Tayyip Erdoğan'ın iktidar sarhoşluğuyla açıklanan halka savaş açma girişimi dünya basınında oldukça geniş yer bulmuş olmasına rağmen cemaatçi iktidarın yedeğine aldığı yandaş medyada yer bulamamıştır. Sırasıyla yargıyı, askeriyeyi, emniyeti, basını yedeğine alan ve kendine göre biçimlendiren yeşil sermayenin temsilcisi Tayyip Erdoğan hükumeti, Roboski katliamı davasında da ergenekoncu zihniyetten farklı davranmamış, davayı askeri mahkemeye sevkedilip, Roboski'de evlatları parçalanan ailelere para cezaları yağdırılırken, 14 yaşındaki çocuğa tecavüz eden subaylar serbest bırakılırken de yargının cemaatçi Tayyip Erdoğan'ın yedeğinde olduğunu birkez daha kanıtlamıştır.

Başta Kürtler ve Aleviler olmak üzere Türk-İslam sentezinin dışında kalan tüm kesimlere saldıran Tayyip Erdoğan halka karşı düzenlediği mitinglerde hergün yeni yalan ve manipülasyonlarla kendi ergenekonunu halka karşı açıktan açığa savaşa çağırmaya devam etmektedir.

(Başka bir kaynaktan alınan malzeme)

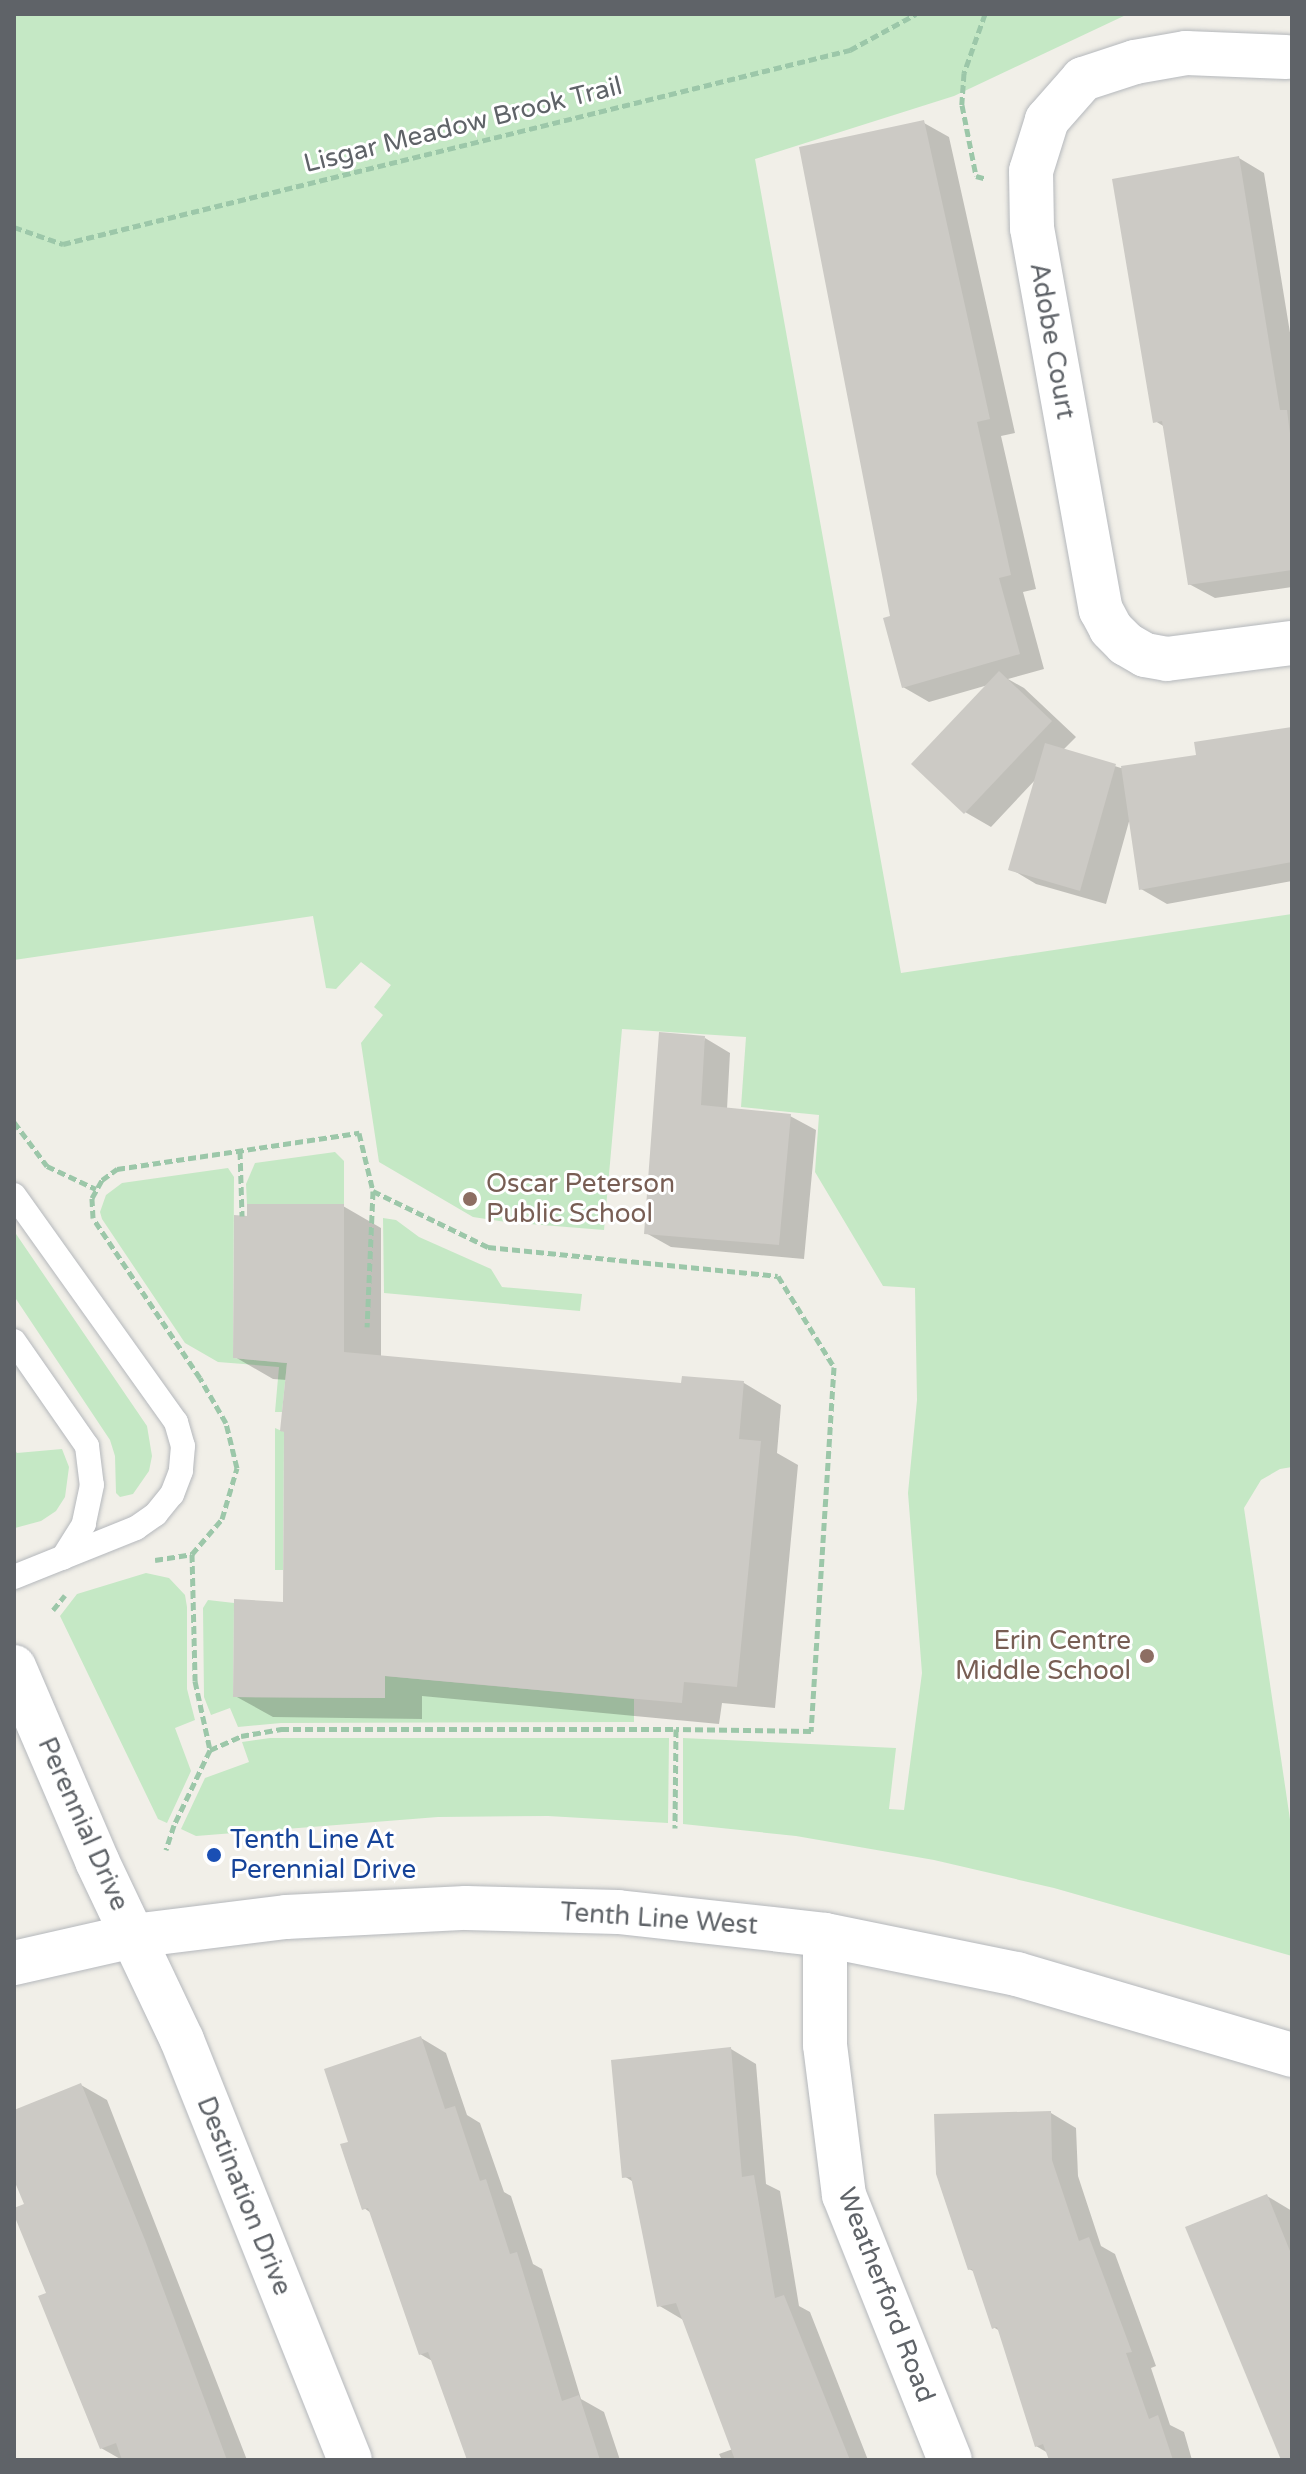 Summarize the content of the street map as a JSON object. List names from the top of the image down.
{
  "streets": {
    "street": [
      "Adobe Court",
      "Perennial Drive",
      "Tenth Line West",
      "Destination Drive",
      "Weatherford Road"
    ],
    "path": ["Lisgar Meadow Brook Trail"]
  },
  "crossings": [
    ["Perennial Drive", "Tenth Line West"],
    ["Perennial Drive", "Destination Drive"],
    ["Tenth Line West", "Destination Drive"],
    ["Tenth Line West", "Weatherford Road"]
  ],
  "places": ["Oscar Peterson Public School", "Erin Centre Middle School", "Tenth Line At Perennial Drive"]
}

Üçüncü köprünün adını Alevi katliamlarıyla meşhur katil Yavuz'un ismini özellikle vermeye çalışması, toplumda infiale neden olmak ve Alevileri kışkırtarak Türk-İslam sentezini pekiştirmeye dönük yeni baskı politikalarını devreye sokmanın bir gereği olarak yaptığı düşünülmektedir. Cami konusunda son derece hassas olan Erdoğan, Dersim'de Alevilerin kutsal mekanı ve ziyareti olan tüm alanlara saldırmaktadır. Son olarak Gola Çetu Parkı'nı yıktırma ve yerine baraj yapma projesini devreye sokmuştur.

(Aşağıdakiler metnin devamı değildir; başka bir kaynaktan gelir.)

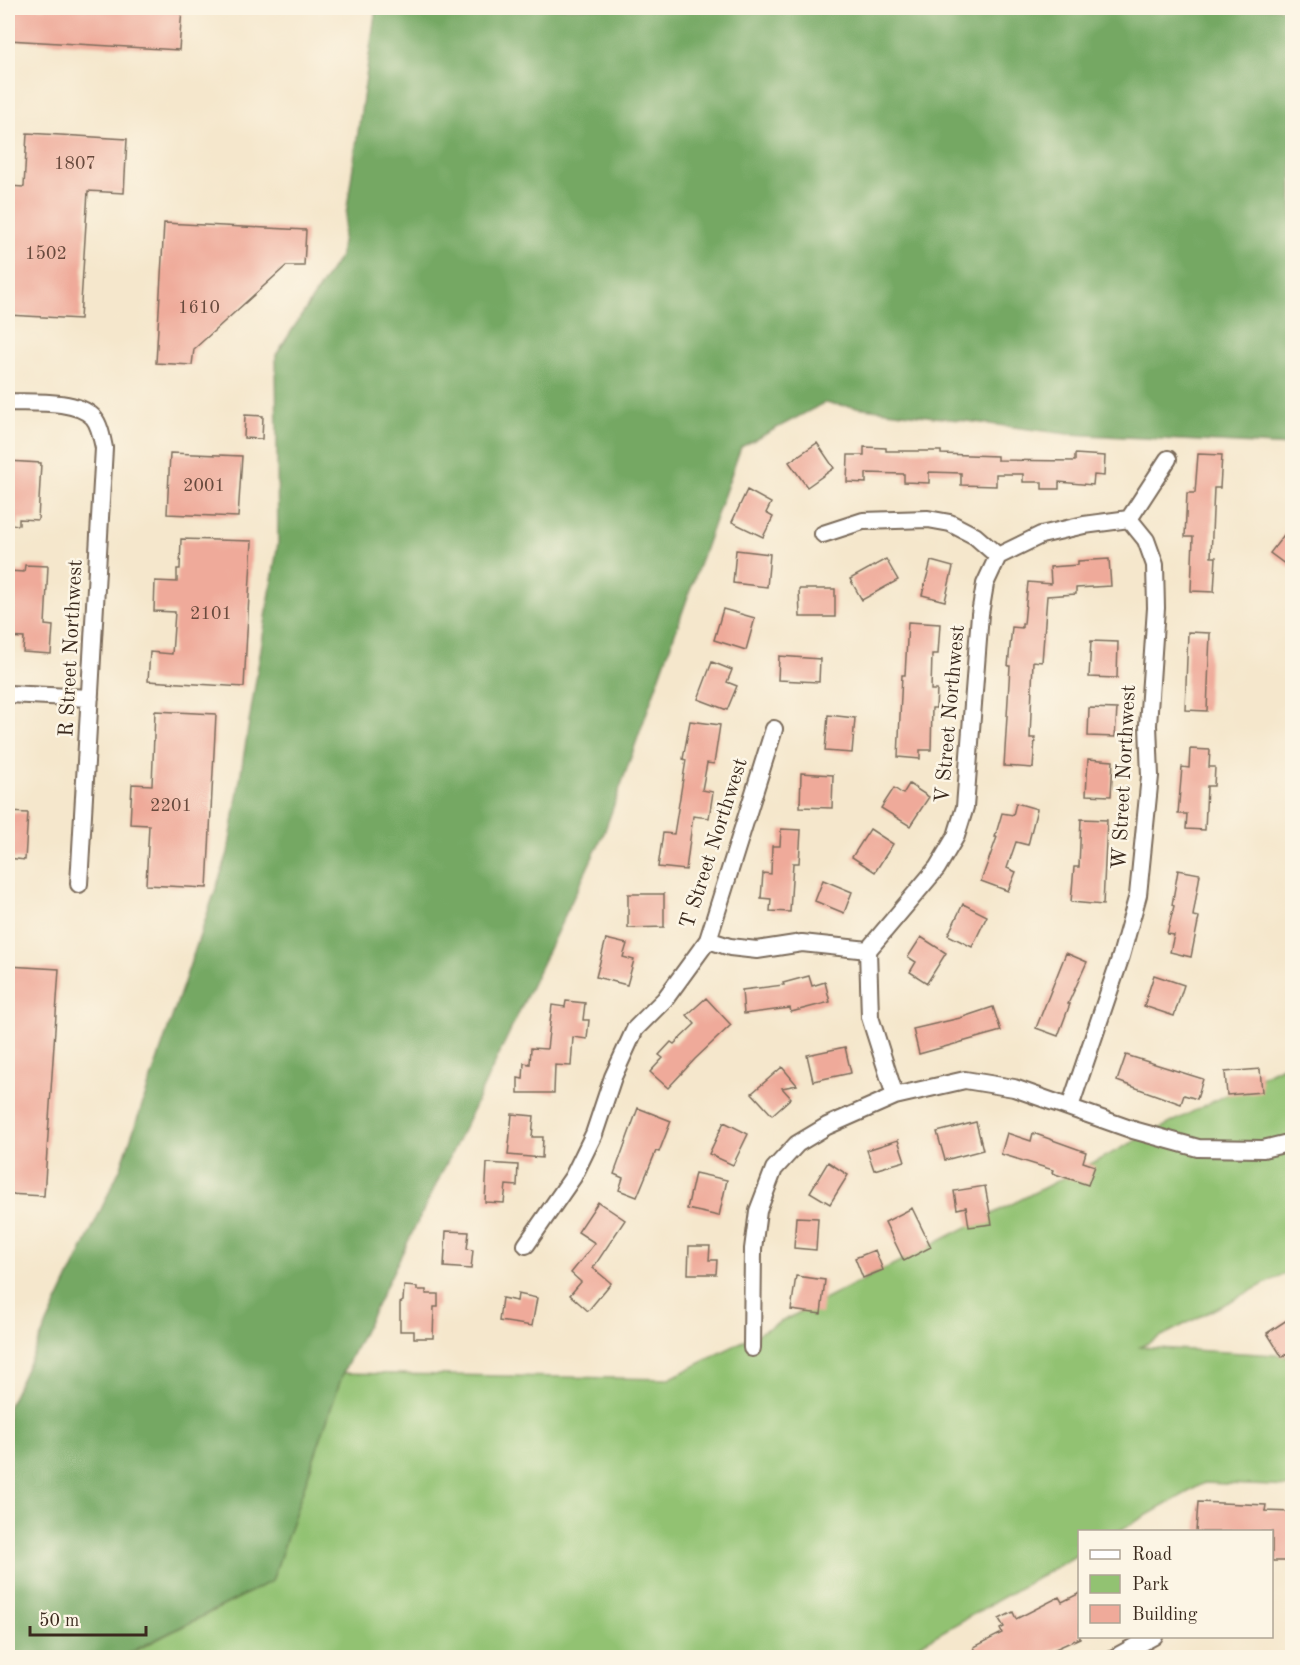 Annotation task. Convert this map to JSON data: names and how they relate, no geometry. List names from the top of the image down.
{
  "streets": {
    "street": [
      "R Street Northwest",
      "V Street Northwest",
      "W Street Northwest",
      "T Street Northwest"
    ]
  },
  "house_numbers": [
    "1807",
    "1502",
    "1610",
    "2001",
    "2101",
    "2201"
  ],
  "legend": ["Road", "Park", "Building"],
  "scale_bar": "50 m"
} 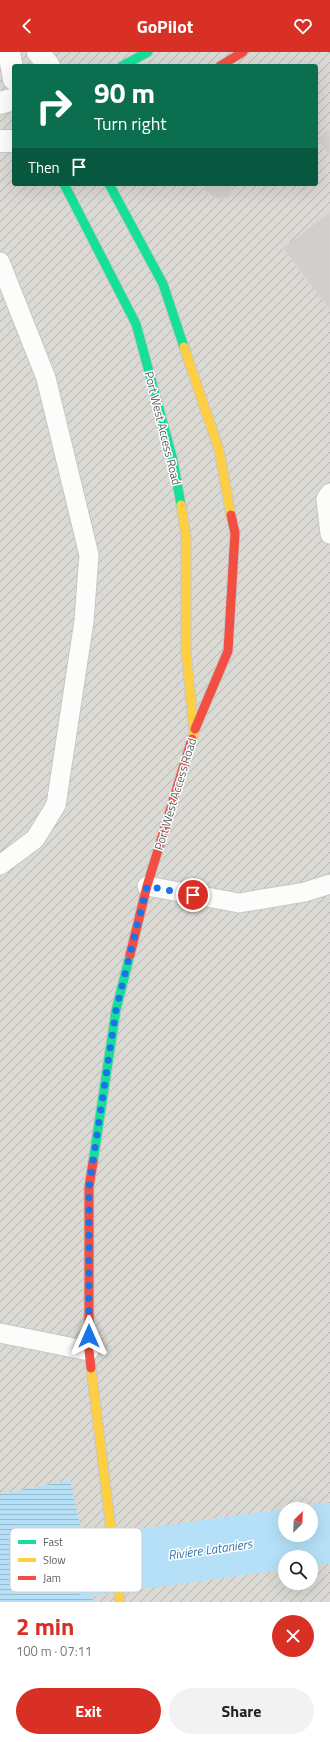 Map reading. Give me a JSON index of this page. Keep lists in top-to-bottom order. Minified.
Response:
{"streets":{"street":["Port West Access Road"]},"water":["Rivière Lataniers"],"legend":["Fast","Slow","Jam"],"north":"top right","page":{"header":"GoPilot","turn":["90 m","Turn right"],"then":"Then","heading":["2 min","100 m · 07:11"],"buttons":["Exit","Share"]}}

Erdoğan bir yandan barış süreci aldatmacasıyla Kürt Özgürlük Hareketinin askeri kanadını pasifleştirmeyi hedeflerken, diğer taraftan meydanlarda hala 'terörist başı' söylemlerine devam etmiş, gerillanın geri çekilme aşamasında saldırılarını kesmemiş, müzakereye işaret edecek hiçbir adım ve iyileştirme yapmamıştır. CHP'nin seçim barajını 3%'e çekme önerisini mecliste tartışmaya açmayan Erdoğan, her fırsatta 50%'yi temsil ettiğini savunmuştur. ABD kaynaklı belgelere göre hileli seçimlerle ve oy kullanan halkın sadece 33%'ünün oyunu alan Erdoğan çevrecileri, anti militaristleri, anti-kapitalist müslümanları, laikleri, ateistleri, gayri müslümleri, Alevileri, Kürtleri, sistemden rahatsız olan tüm sosyalistleri, solcuları, kadınları, özgürlükçü ve zekasıyla iktidarını sallayan tüm gençleri düşman ilan etmiş ve savaş açmıştır.

İçki yasağı da dahil olmak üzere toplumda İslamcı-gerici ve bağnaz bir yapılanmanın kapılarını açacak her türden uygulama ve yasağı artık bu topluma deli gömleği gibi giydiremeyeceğini görünce sinirden deliye dönen Erdoğan, dünya kamuoyu nezdinde de tüm kredibilitesini kaybetmiş, ziyarete gittiği Kuzey Afrika ülkelerinde yüzüne bakılmamış, Avrupa kendisine sırtını dönmüş, çok güvendiği Obama hükumeti de kendisi hakkında çok sert açıklamalar yapmıştır. Kendi içlerinde de bunalıma giren bu yeşil ergenekoncu iktidar en son olarak hocaları Fetullah Gülen'den fırça yemesiyle ve tehdit almasıyla iyice freni patlamış kamyon gibi duvara çarpa çarpa yol almaya çalışmaktadır. Bu şaşkınlık ve sinir bozukluğu sonucunda Bülent Arınç'ın istifası gündeme gelmiş ve toplumdan gizlenmeye çalışılan bu olay toplum tarafından doğru okunmuştur. Erdoğan iktidarının topluma giydirmeye çalıştığı deli gömleğini parçalamanın zor olmadığı, Gezi Direnişindeki kayıplara, yiten canlara, gözü çıkarılan insanlara, avukatlara, gazetecilere, öğrencilere, doktorlara, sağlık çalışanlarına, analara ve çocuklara ve bu toplumun düşünen, üreten, barış ve kardeşlik içerisinde bir arada eşit ve özgür yaşamayı savunan tüm kesimlerine karşı uygulanan işkence ve şiddetin de bu değişimin önüne geçemediği görülmüştür.

21. yüzyılın özgürlüğüne düşkün, araştıran, okuyan, düşünen, dünyayı takip eden gençliğini baskı ve şiddetle dindar ve kindar yapma çabalarının beyhude çabalar olduğunu, Gezi Direnişi'nde farklılıkların kardeşce bir arada yaşamayı becerebildiğini, bunun için tek ihtiyaç duyulan şeyin sadece empati kurmak ve başkasının hakkına saygı göstermek olduğunu direnişçiler tüm dünyaya ve yeşil sermaye iktidarına göstermişlerdir. Türkiye tarihinde ilk kez görülen bu denli geniş, renkli, çeşitli, kapsayıcı ve önü açık olan bu direnişden sonra artık hiçbir şeyin eskisi gibi olmayacağı, değişimin mutlak olduğu ve korku duvarının parçalandığı görülmelidir. Bu aşamada en önemli olan şey; bu harekete öncülük etmesi gereken kesimlerin, özellikle emek örgütlerinin ve sol-sosyalist yapıların, partilerin, geniş bir bileşene sahip olan HDK'nın sorumluktan kaçmamaları ve bir an önce kendi hantal yapılarını toplumun ihtiyacına göre yeniden dizayn etmeleridir.